In the screenplay by Bozenna Intrator  and David S. Ward (whose screenplays include “Sleepless in Seattle”) the religious differences of the couple are not as much an issue for their families as it is when the Germans invade, and her family is sent off to a concentration.

Vowing to find a way to find and free her, Suter’s earnest character trains under the tutelage of the country’s most famous tenor (played by Stellan Skarsgård), who is able to arrange a recital at a notorious Nazi camp where she is being held. There, her talents are exploited by the guards who force her to perform in a camp string quartet. 

In this unusual setting, where even exchanging glances would endanger the prisoner, they must communicate and express their love solely through the music — his through voice (with Emil Lawecki providing the young man’s operatic tenor) and her stirring response on violin (also dubbed: it’s Janusz Wowowski playing the first post-war Poland Stradivarius 1685).

Together they perform a song from Bizet’s “Carmen” that is both the emotional high point of the film and entirely without spoken dialogue — a remarkable achievement.

Coolidge’s hit movies are known for more modern approaches to music, though, including “Valley Girl” and “Material Girls.”

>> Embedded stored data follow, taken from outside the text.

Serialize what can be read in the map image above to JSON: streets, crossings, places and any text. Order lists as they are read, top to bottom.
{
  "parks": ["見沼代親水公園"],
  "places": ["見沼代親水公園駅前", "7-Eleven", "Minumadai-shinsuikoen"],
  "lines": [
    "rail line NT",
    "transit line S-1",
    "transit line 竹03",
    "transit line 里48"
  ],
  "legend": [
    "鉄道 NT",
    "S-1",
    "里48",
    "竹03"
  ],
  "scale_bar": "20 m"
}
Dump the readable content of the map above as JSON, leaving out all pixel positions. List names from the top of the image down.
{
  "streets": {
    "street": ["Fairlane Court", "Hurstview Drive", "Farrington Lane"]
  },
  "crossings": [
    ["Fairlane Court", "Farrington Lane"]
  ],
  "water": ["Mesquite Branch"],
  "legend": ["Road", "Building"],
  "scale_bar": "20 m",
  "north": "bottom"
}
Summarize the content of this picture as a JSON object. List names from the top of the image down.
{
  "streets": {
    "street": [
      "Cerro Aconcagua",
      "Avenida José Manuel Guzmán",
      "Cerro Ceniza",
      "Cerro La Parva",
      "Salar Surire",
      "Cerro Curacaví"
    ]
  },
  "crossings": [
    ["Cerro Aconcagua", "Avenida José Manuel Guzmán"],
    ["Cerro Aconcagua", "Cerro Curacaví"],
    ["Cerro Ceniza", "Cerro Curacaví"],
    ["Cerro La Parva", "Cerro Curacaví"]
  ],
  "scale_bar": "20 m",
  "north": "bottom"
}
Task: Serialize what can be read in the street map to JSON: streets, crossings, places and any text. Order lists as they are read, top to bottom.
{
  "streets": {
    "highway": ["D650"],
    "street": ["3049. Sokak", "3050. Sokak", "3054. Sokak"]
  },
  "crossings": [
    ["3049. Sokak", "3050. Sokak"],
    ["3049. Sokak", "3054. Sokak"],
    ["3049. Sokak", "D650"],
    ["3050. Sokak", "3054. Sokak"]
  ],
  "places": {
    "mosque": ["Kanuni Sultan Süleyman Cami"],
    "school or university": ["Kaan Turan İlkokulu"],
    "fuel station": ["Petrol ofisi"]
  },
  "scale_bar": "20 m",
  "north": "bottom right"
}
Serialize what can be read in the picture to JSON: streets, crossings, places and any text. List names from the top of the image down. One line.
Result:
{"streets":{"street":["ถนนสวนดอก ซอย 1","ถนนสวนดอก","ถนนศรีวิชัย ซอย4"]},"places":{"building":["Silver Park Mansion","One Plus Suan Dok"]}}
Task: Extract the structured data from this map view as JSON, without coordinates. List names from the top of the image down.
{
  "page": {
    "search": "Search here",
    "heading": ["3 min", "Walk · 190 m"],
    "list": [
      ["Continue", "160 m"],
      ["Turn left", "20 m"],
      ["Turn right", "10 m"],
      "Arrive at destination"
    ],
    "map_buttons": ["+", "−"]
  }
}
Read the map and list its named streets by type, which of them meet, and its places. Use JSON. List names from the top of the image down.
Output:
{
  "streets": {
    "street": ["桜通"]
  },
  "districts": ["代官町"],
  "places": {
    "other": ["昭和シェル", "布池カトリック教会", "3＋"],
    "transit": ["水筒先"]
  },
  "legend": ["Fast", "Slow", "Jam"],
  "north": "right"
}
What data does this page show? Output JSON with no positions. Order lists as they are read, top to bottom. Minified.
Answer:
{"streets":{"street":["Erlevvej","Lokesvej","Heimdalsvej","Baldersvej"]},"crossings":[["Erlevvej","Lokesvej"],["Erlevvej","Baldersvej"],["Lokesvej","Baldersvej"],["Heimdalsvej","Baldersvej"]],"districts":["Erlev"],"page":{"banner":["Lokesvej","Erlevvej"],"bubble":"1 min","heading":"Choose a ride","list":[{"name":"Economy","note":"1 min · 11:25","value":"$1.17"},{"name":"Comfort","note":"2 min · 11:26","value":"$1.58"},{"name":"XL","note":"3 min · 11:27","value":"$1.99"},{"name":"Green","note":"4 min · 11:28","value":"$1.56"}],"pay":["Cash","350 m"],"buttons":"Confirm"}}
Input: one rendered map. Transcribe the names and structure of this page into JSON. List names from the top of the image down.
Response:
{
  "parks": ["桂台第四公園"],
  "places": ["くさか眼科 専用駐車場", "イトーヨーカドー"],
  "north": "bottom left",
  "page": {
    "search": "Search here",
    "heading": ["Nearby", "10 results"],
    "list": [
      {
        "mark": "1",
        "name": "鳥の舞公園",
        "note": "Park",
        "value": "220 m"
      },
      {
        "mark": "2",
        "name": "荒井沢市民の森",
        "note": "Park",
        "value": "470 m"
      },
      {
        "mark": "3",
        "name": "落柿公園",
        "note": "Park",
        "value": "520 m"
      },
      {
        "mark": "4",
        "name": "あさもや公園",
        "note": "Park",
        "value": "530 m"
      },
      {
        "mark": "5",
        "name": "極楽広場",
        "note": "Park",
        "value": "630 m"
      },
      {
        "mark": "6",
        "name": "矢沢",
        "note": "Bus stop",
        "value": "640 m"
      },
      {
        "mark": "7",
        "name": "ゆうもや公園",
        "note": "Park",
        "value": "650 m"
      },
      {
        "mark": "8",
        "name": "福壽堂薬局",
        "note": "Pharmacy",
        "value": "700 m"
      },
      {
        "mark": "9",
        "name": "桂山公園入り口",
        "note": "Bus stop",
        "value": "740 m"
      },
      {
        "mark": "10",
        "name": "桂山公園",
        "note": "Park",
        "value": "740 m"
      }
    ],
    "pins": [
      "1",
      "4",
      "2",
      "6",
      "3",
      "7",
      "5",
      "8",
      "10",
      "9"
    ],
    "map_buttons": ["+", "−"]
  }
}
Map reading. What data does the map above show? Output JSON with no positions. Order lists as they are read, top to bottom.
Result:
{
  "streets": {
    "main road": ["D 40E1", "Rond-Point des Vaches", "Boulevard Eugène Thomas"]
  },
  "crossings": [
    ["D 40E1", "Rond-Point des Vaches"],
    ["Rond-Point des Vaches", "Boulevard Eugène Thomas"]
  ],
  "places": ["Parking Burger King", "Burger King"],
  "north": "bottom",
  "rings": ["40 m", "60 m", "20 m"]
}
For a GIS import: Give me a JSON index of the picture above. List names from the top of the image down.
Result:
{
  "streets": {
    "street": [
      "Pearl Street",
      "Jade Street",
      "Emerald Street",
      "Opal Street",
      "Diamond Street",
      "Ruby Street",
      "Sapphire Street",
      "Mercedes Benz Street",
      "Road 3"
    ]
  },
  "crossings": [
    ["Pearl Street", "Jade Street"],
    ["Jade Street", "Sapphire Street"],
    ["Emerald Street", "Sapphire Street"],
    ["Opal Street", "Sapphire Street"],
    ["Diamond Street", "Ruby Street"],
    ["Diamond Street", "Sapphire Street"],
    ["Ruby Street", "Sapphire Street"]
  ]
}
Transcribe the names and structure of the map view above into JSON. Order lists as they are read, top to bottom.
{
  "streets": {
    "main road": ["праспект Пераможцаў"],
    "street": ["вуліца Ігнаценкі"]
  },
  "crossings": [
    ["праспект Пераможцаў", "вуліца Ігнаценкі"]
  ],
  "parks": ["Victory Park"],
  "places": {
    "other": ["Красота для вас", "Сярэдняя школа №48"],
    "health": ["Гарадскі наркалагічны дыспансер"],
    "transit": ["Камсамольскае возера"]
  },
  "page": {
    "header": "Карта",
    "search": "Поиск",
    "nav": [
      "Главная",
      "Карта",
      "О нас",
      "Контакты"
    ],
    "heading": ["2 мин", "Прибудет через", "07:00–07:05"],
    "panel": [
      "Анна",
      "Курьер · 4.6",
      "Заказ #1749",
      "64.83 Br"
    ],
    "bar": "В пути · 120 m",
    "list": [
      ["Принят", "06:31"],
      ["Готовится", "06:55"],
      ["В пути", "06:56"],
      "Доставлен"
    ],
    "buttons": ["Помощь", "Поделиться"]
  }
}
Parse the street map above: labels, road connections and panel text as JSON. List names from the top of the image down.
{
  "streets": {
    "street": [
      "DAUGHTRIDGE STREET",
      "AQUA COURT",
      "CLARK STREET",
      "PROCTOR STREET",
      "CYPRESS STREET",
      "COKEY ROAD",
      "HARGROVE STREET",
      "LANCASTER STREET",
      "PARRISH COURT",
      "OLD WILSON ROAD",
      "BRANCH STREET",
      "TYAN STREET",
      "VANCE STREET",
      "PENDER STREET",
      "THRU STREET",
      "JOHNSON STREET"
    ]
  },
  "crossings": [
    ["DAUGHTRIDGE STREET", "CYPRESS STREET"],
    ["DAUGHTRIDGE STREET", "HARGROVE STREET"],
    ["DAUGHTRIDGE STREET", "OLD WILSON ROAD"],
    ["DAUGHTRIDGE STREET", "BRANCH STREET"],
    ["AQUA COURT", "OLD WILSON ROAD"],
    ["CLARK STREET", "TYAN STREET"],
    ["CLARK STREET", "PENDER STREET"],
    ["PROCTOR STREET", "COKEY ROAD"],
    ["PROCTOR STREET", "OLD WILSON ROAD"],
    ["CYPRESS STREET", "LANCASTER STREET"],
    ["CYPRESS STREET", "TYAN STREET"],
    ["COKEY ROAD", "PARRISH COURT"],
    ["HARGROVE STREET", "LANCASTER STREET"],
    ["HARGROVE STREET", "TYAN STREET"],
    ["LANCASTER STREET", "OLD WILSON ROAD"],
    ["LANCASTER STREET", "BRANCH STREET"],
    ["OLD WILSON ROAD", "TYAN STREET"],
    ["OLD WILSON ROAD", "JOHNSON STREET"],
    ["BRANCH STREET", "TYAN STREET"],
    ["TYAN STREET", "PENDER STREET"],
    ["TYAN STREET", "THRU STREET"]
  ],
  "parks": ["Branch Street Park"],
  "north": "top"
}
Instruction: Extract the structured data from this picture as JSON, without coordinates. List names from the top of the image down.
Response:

Now in her 70s, she has a sure hand on a production she had to not only oversee a lot of moving parts in the large set pieces, but fight in court to win control of her cut. For all of its grandeur, it focuses on a very specific human story while including a lot of unique details, such as the hidden room kids used for their musical clubhouse at the school turned into a hiding room for the Jewish family once the Nazis invade.

A plan to spring Clemens’ character from the camp doesn’t quite work; there’s quite a search for her once there’s word it’s possible that she escaped before liberation. And when she is found much later in New York, a shaken survivor, there is more heartbreak that again seems understandable and entirely human — her forced playing has made her hate playing violin and anything to do with music. There is question whether she’ll even see Suter’s character in a recital — though when that happens, there is another moment where the music soars once more as he sings from Gluck’s “Orfeo ed Euridice.”

There are plenty of well-chosen and effective classical pieces in the score, to further enhance the story and cinematography of Alexander Gruszynski. But these moments where the music speaks for the star-crossed lovers elevates the enjoyable “I’ll Find You” beyond the ordinary.

There is a tinge of old-fashioned movie making here, and yet the chaste love scenes and somewhat glossed-over war scenes make it the kind of romantic fare fine for families. 

“I’ll Find You” is available on Redbox, Amazon Prime Video, Vudu, Roku and Apple TV.